> _Exercise_
Reproduce the data below in full and to the letter, images excepted.

Data section START

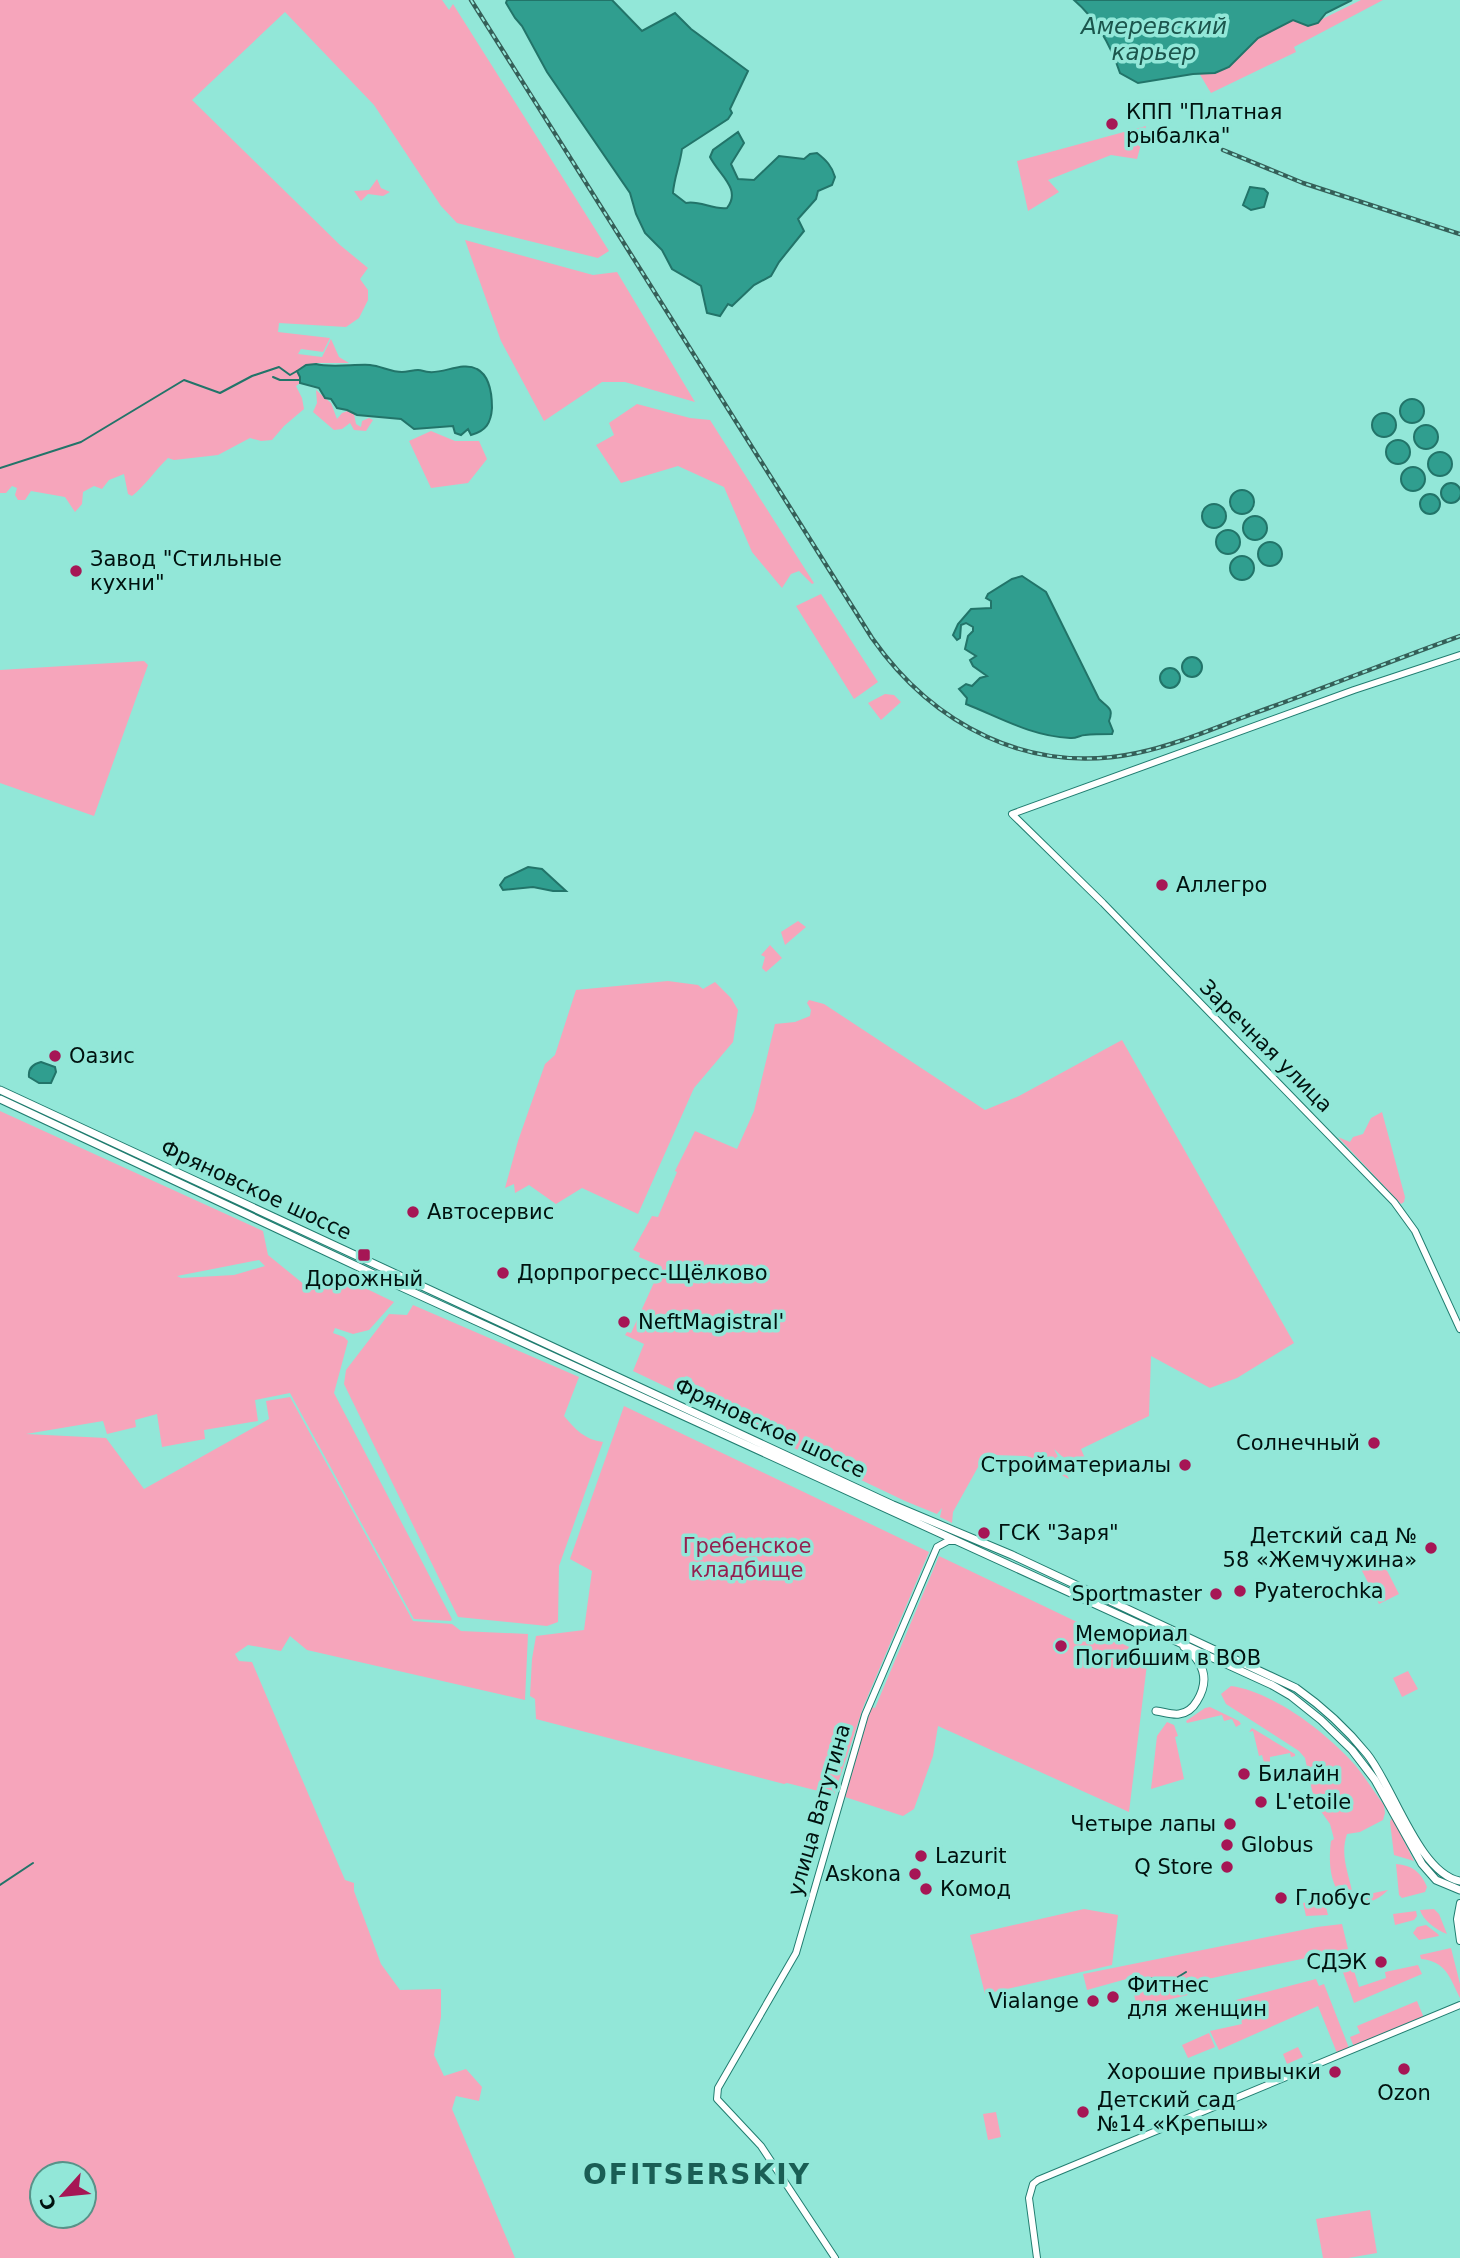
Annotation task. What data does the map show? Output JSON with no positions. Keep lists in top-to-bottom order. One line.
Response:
{"streets":{"main road":["Фряновское шоссе"],"street":["Заречная улица","улица Ватутина"]},"districts":["OFITSERSKIY"],"water":["Амеревский карьер"],"parks":["Гребенское кладбище"],"places":{"other":["КПП \"Платная рыбалка\"","Завод \"Стильные кухни\"","Аллегро","Оазис","Автосервис","Дорпрогресс-Щёлково","NeftMagistral'","Солнечный","Стройматериалы","ГСК \"Заря\"","Детский сад № 58 «Жемчужина»","Pyaterochka","Sportmaster","Мемориал Погибшим в ВОВ","Билайн","L'etoile","Четыре лапы","Globus","Lazurit","Q Store","Askona","Комод","Глобус","СДЭК","Фитнес для женщин","Vialange","Ozon","Хорошие привычки","Детский сад №14 «Крепыш»"],"transit":["Дорожный"]},"north":"bottom left"}
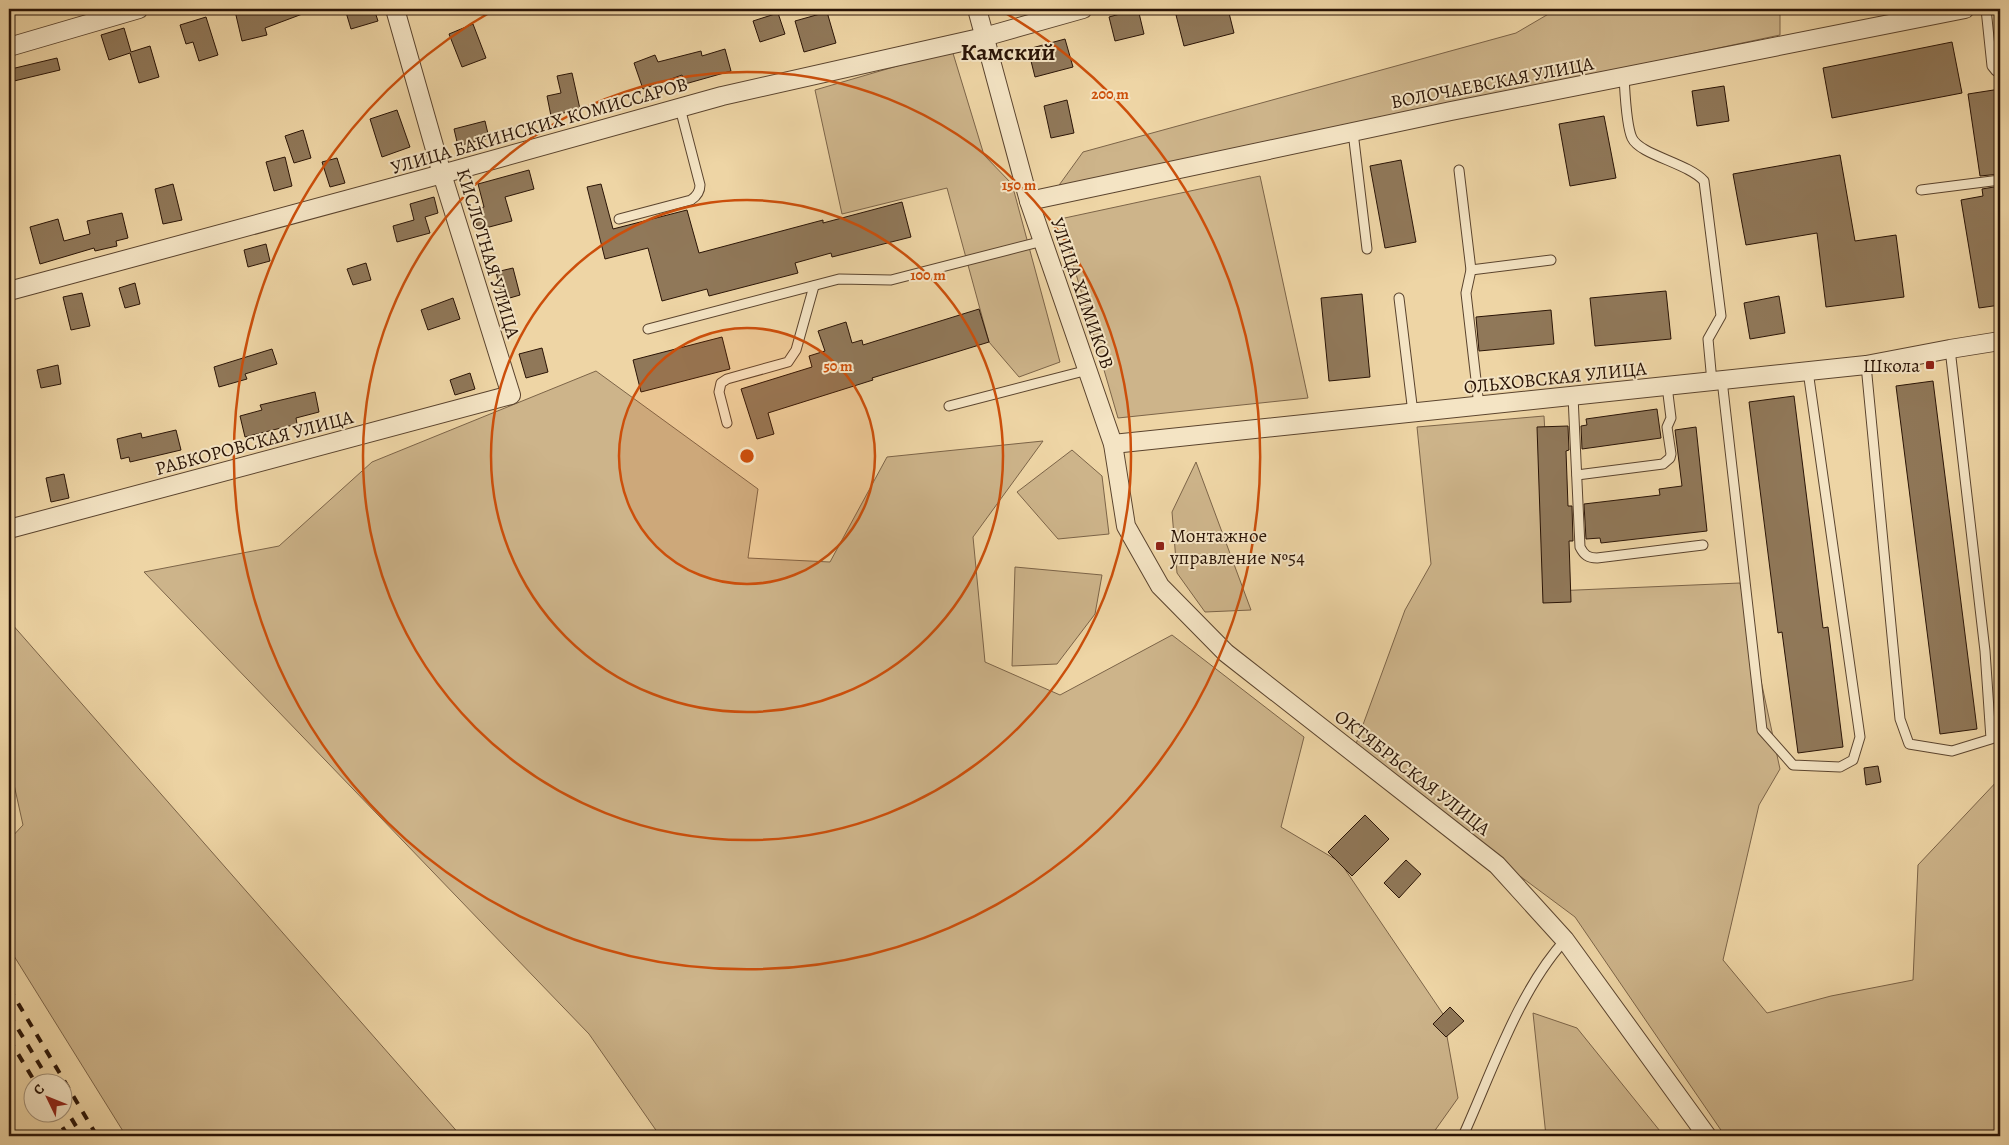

Data section END

> _Result of this task_
Annotation task. What data does the map show? Output JSON with no positions. Keep lists in top-to-bottom order. One line.
Response:
{"streets":{"main road":["Фряновское шоссе"],"street":["Заречная улица","улица Ватутина"]},"districts":["OFITSERSKIY"],"water":["Амеревский карьер"],"parks":["Гребенское кладбище"],"places":{"other":["КПП \"Платная рыбалка\"","Завод \"Стильные кухни\"","Аллегро","Оазис","Автосервис","Дорпрогресс-Щёлково","NeftMagistral'","Солнечный","Стройматериалы","ГСК \"Заря\"","Детский сад № 58 «Жемчужина»","Pyaterochka","Sportmaster","Мемориал Погибшим в ВОВ","Билайн","L'etoile","Четыре лапы","Globus","Lazurit","Q Store","Askona","Комод","Глобус","СДЭК","Фитнес для женщин","Vialange","Ozon","Хорошие привычки","Детский сад №14 «Крепыш»"],"transit":["Дорожный"]},"north":"bottom left"}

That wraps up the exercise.